As for Monica DiBella, her prospects have also improved. She expresses more complex and detailed ideas when she raises her hand. Whereas she once read far below grade level, this year she earned a 77 on her English Regents exam (a 75 or above signals that a student is on track to engage in college-level coursework) and a 91 in American history (“Yep, you heard that right,” Monica tells me). Although many of her classmates can now bang out an essay with ease, she admits she still struggles with writing. She hurried through the essay on her global-history exam, and the results fell far short of a masterpiece. The first paragraph reads:
Throughout history, societies have developed significant technological innovations.
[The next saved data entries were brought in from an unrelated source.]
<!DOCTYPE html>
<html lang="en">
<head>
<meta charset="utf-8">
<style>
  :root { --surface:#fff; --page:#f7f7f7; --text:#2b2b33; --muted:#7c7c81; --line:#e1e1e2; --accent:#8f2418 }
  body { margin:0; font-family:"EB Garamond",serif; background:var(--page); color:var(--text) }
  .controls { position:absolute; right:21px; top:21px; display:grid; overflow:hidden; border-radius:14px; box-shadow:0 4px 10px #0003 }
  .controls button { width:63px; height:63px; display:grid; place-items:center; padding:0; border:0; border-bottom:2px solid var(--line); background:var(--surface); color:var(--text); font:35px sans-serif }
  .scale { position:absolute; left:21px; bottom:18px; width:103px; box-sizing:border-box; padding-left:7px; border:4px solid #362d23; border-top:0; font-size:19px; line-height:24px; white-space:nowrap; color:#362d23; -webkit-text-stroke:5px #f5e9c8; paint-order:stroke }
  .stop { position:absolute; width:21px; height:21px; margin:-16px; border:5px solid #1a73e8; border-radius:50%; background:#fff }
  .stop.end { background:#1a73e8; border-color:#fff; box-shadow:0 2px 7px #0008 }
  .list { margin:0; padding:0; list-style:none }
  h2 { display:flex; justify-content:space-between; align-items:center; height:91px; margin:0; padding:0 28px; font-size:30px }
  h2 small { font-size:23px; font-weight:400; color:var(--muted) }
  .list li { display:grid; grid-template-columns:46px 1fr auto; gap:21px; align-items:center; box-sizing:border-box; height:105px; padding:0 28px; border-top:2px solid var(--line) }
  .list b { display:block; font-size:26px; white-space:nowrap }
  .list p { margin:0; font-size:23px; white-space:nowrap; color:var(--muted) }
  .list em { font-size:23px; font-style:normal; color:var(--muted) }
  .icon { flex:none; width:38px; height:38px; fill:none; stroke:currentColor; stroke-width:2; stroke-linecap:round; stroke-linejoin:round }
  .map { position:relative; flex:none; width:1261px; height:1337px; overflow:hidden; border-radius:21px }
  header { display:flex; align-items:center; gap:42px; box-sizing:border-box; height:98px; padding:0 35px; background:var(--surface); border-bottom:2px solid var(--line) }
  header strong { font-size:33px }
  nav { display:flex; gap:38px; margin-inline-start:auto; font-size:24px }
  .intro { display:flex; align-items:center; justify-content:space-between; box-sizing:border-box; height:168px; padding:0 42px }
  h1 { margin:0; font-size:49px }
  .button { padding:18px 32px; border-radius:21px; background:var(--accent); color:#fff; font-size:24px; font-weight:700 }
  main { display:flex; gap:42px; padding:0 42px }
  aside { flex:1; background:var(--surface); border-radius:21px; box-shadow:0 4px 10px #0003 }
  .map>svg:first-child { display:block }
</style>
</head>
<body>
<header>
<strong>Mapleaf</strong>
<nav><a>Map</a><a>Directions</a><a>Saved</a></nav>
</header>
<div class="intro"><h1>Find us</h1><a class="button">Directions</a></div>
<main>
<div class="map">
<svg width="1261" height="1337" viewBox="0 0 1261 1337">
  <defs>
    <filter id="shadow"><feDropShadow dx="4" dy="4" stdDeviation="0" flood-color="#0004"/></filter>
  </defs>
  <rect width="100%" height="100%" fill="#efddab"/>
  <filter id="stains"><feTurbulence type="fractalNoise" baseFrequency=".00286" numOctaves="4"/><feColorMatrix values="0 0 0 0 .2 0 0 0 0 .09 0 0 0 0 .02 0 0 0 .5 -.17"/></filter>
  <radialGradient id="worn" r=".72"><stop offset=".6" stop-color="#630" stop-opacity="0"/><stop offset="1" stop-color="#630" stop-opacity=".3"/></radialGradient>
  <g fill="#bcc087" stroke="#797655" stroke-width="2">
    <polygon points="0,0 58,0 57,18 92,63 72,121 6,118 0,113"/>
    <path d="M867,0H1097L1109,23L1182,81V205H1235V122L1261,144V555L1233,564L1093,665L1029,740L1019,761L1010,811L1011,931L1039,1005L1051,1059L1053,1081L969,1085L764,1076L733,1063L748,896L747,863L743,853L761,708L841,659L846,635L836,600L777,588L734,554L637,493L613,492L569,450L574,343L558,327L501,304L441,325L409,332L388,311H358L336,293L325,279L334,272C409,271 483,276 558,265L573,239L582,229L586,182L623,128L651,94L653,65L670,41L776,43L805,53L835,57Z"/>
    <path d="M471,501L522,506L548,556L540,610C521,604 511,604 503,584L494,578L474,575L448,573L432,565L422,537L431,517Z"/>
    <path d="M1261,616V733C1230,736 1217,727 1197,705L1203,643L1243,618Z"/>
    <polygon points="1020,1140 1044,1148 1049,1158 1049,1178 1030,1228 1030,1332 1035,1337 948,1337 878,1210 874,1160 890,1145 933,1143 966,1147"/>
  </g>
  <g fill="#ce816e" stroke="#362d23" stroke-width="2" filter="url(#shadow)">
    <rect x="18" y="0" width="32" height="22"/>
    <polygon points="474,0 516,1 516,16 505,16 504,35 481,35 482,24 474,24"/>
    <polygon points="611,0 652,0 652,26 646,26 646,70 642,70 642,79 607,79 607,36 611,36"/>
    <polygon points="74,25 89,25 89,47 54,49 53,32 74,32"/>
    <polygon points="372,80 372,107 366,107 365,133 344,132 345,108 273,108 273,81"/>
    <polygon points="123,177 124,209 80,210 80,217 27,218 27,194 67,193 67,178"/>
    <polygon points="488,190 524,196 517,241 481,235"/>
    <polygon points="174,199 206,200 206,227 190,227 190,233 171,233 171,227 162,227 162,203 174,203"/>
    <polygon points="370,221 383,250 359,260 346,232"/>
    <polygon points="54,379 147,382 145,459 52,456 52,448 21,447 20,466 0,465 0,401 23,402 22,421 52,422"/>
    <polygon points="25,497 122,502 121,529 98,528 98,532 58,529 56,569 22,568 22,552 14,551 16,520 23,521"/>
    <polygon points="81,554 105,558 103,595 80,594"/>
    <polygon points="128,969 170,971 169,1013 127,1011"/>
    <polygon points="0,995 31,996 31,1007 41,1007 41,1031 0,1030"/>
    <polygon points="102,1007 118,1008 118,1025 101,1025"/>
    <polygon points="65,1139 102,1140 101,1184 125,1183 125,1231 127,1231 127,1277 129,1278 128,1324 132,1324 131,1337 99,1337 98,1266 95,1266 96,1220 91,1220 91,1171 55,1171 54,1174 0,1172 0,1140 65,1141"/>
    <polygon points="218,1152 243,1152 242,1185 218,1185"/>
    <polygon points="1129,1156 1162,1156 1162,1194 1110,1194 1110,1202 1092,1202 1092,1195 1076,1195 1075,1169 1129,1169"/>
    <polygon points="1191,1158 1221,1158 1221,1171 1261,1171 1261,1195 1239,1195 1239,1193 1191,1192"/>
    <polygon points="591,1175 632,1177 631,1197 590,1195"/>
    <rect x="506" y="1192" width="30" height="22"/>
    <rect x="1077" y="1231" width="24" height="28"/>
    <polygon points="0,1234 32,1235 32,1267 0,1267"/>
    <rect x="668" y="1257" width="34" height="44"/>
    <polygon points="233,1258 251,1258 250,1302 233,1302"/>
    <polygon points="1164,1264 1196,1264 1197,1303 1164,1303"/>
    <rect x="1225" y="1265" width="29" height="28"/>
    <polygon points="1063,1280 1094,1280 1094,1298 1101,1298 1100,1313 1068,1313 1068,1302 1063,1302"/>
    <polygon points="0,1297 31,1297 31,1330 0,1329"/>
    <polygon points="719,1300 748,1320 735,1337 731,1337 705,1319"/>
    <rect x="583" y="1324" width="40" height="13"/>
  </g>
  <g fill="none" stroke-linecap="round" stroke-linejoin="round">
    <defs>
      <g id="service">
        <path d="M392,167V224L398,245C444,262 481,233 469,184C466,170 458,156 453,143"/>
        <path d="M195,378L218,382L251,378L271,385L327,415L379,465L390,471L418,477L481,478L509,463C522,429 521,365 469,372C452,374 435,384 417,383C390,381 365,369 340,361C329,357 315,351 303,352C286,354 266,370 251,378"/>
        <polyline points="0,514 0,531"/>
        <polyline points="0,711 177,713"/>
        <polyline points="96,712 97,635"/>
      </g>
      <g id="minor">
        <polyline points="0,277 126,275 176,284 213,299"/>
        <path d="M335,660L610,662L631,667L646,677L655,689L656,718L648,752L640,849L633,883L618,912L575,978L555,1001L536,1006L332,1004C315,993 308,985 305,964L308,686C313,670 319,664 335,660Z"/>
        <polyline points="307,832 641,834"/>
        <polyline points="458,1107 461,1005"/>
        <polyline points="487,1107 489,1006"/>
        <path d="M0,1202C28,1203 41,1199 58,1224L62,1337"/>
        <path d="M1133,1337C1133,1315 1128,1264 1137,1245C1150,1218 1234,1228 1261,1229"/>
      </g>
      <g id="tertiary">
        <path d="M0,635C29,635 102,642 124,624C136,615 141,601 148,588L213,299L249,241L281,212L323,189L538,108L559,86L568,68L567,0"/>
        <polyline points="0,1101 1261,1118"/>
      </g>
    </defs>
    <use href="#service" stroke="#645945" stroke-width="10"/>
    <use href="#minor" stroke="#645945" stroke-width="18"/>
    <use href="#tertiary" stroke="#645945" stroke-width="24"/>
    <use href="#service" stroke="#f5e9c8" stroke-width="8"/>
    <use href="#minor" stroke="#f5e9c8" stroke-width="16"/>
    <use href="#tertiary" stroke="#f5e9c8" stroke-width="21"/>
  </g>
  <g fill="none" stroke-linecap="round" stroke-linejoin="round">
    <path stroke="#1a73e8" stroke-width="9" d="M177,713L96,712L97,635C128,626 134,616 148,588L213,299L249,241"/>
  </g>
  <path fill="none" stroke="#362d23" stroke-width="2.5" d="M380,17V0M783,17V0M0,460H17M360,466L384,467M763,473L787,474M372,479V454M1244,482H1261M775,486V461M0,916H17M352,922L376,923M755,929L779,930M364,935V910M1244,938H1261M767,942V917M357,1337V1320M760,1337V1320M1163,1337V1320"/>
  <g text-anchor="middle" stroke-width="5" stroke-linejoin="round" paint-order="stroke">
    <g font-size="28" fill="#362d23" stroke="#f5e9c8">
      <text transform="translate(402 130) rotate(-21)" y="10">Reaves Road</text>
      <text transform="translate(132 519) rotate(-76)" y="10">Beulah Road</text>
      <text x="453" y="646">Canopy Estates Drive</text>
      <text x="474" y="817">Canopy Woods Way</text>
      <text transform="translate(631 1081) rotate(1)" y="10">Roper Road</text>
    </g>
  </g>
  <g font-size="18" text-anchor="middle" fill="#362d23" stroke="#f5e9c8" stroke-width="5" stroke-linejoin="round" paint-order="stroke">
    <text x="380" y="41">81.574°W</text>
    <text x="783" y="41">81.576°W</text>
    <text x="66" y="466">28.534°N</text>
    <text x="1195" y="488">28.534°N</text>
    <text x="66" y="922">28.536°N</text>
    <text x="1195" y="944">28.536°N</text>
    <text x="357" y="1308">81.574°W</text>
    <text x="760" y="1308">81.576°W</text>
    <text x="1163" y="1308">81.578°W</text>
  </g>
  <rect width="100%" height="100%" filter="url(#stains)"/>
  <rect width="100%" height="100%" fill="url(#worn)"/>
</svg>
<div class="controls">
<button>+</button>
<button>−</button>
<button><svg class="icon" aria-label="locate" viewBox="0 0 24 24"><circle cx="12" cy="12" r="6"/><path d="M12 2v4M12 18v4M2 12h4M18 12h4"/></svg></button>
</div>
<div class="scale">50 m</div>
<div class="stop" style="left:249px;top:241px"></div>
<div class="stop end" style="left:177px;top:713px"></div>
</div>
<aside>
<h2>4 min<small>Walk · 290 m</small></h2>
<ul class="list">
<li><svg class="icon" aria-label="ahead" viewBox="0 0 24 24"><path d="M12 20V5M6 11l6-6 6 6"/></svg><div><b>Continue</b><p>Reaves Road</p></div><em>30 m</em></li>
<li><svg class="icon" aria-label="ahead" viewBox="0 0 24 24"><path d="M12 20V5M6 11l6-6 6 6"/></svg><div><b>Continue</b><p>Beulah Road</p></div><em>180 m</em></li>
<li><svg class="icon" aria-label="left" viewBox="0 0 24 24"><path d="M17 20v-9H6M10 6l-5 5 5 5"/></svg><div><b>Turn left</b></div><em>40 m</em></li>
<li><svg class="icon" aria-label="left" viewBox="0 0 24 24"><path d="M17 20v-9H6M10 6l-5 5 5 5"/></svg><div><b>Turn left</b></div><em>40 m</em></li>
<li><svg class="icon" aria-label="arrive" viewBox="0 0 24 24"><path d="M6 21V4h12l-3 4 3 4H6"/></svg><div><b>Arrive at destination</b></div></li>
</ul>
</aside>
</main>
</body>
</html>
The technological innovations have had both positive and negative effect on the society of humankind. Two major technological advances were factory systems and chemical pesticides.
But Dina Zoleo, who taught Monica as a junior, points out that the six-paragraph essay shows Monica’s newfound ability to write solid, logically ordered paragraphs about what she’s learned, citing examples and using transitions between ideas. Together with her answers in the multiple-choice section of the test, it was enough to earn Monica an 84. She’s now begun the process of applying to college. “I always wanted to go to college, but I never had the confidence that I could say and write the things I know.” She smiles and sweeps the bangs from her eyes. “Then someone showed me how.”